TASK DIRECTIONS: Character for character, reproduce every entry below.

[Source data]
※
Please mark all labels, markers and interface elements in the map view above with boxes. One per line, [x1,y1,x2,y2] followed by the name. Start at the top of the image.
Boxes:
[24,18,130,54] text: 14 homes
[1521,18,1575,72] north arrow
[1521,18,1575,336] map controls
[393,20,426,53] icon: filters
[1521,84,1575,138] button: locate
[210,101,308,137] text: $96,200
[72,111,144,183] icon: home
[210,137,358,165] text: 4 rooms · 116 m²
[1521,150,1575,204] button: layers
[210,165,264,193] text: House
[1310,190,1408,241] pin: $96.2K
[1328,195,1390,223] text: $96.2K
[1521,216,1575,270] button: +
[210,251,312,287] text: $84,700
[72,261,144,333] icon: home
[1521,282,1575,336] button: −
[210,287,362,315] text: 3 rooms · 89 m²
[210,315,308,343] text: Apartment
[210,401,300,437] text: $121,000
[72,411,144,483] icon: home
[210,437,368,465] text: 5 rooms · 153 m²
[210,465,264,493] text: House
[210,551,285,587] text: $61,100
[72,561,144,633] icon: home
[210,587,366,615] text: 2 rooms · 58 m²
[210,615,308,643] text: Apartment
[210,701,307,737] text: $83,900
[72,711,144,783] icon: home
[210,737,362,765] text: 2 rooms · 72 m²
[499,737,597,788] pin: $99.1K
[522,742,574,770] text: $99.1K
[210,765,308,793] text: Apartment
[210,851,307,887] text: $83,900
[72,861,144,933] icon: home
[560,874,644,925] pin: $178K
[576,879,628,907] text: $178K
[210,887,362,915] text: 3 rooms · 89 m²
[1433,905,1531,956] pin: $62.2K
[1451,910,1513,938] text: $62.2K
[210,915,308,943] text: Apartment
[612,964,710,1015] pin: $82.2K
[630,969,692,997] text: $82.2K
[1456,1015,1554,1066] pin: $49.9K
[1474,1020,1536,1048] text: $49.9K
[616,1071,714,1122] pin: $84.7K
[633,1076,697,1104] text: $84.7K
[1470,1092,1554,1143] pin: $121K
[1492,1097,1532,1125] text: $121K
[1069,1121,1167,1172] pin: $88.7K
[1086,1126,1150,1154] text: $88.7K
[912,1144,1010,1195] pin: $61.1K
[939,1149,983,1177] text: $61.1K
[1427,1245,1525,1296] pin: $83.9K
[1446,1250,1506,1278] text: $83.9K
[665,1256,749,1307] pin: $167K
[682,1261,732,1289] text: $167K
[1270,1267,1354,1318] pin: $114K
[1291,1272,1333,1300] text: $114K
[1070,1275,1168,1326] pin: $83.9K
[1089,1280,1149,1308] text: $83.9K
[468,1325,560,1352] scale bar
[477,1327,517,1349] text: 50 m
※
EXPECTED ANSWER:
Please mark all labels, markers and interface elements in the map view above with boxes. One per line, [x1,y1,x2,y2] followed by the name. Start at the top of the image.
Boxes:
[24,18,130,54] text: 14 homes
[1521,18,1575,72] north arrow
[1521,18,1575,336] map controls
[393,20,426,53] icon: filters
[1521,84,1575,138] button: locate
[210,101,308,137] text: $96,200
[72,111,144,183] icon: home
[210,137,358,165] text: 4 rooms · 116 m²
[1521,150,1575,204] button: layers
[210,165,264,193] text: House
[1310,190,1408,241] pin: $96.2K
[1328,195,1390,223] text: $96.2K
[1521,216,1575,270] button: +
[210,251,312,287] text: $84,700
[72,261,144,333] icon: home
[1521,282,1575,336] button: −
[210,287,362,315] text: 3 rooms · 89 m²
[210,315,308,343] text: Apartment
[210,401,300,437] text: $121,000
[72,411,144,483] icon: home
[210,437,368,465] text: 5 rooms · 153 m²
[210,465,264,493] text: House
[210,551,285,587] text: $61,100
[72,561,144,633] icon: home
[210,587,366,615] text: 2 rooms · 58 m²
[210,615,308,643] text: Apartment
[210,701,307,737] text: $83,900
[72,711,144,783] icon: home
[210,737,362,765] text: 2 rooms · 72 m²
[499,737,597,788] pin: $99.1K
[522,742,574,770] text: $99.1K
[210,765,308,793] text: Apartment
[210,851,307,887] text: $83,900
[72,861,144,933] icon: home
[560,874,644,925] pin: $178K
[576,879,628,907] text: $178K
[210,887,362,915] text: 3 rooms · 89 m²
[1433,905,1531,956] pin: $62.2K
[1451,910,1513,938] text: $62.2K
[210,915,308,943] text: Apartment
[612,964,710,1015] pin: $82.2K
[630,969,692,997] text: $82.2K
[1456,1015,1554,1066] pin: $49.9K
[1474,1020,1536,1048] text: $49.9K
[616,1071,714,1122] pin: $84.7K
[633,1076,697,1104] text: $84.7K
[1470,1092,1554,1143] pin: $121K
[1492,1097,1532,1125] text: $121K
[1069,1121,1167,1172] pin: $88.7K
[1086,1126,1150,1154] text: $88.7K
[912,1144,1010,1195] pin: $61.1K
[939,1149,983,1177] text: $61.1K
[1427,1245,1525,1296] pin: $83.9K
[1446,1250,1506,1278] text: $83.9K
[665,1256,749,1307] pin: $167K
[682,1261,732,1289] text: $167K
[1270,1267,1354,1318] pin: $114K
[1291,1272,1333,1300] text: $114K
[1070,1275,1168,1326] pin: $83.9K
[1089,1280,1149,1308] text: $83.9K
[468,1325,560,1352] scale bar
[477,1327,517,1349] text: 50 m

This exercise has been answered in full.